The Trudeau government has not phased out fossil fuel subsidies as it had promised during the last election, and its $20-a-tonne carbon tax, scheduled to start in January 2019, is woefully short of the $180 to 200 per tonne that experts say is needed to meet Canada's climate agreement pledge in Paris.

In March 2017, Environment Canada acknowledged Canada's annual greenhouse gas emissions in 2030 are expected to be between 697 and 790 megatonnes.

That's significantly above Canada's pledge in the Paris climate agreement to reduce annual carbon emissions to 517 megatonnes a year by 2030.

Despite this, McKenna told the Canadian Press in March of this year, "We're absolutely committed to meeting our target."

That is simply no longer a credible statement.

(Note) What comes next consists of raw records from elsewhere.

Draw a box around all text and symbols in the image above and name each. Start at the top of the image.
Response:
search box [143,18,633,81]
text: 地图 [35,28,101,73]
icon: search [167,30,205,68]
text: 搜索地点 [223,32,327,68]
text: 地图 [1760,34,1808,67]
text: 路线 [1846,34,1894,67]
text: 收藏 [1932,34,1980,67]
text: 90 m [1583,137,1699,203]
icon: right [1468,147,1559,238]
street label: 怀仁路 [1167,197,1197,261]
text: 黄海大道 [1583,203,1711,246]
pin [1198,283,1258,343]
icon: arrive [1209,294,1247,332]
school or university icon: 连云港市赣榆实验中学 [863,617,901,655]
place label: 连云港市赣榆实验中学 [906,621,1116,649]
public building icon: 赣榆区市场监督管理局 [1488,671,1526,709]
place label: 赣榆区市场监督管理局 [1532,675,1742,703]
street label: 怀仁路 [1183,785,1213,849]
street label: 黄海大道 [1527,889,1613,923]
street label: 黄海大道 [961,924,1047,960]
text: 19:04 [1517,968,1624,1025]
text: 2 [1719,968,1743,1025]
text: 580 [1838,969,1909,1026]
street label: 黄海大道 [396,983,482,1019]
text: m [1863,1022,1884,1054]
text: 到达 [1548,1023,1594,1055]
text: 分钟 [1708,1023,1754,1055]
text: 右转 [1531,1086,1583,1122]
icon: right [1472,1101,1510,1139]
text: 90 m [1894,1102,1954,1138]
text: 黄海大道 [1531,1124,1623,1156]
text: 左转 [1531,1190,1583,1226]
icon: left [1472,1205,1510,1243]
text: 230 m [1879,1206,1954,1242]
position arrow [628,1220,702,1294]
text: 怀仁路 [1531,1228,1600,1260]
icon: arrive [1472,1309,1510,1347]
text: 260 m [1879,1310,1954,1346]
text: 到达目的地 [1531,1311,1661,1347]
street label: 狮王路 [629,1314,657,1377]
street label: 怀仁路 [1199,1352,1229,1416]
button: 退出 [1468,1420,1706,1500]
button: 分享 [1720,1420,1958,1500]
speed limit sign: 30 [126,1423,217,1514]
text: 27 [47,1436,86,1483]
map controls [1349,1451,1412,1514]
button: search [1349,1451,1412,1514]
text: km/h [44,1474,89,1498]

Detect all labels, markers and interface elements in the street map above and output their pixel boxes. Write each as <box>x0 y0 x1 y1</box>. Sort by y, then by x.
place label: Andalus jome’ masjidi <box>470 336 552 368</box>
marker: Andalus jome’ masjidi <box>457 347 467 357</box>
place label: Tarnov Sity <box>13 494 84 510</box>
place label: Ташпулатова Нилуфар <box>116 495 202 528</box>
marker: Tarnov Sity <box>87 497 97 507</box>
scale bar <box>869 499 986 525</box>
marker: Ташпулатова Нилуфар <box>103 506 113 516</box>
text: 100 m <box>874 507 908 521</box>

Environmental writer and activist George Monbiot recently told Novara Media, "The political system is completely out of phase with the environmental crisis... [Governments] don't actually want to deal with climate breakdown ... because it messes up their nice cozy relationships with corporations [and questions] all the premises on which all our politics and economics has been created."

That's useful context when science says 85 per cent of the tar sands cannot be burned in order to limit warming to two degrees Celsius while Trudeau assures Big Oil, "No country would find 173 billion barrels of oil in the ground and leave them there."

Brent Patterson is a political activist and writer.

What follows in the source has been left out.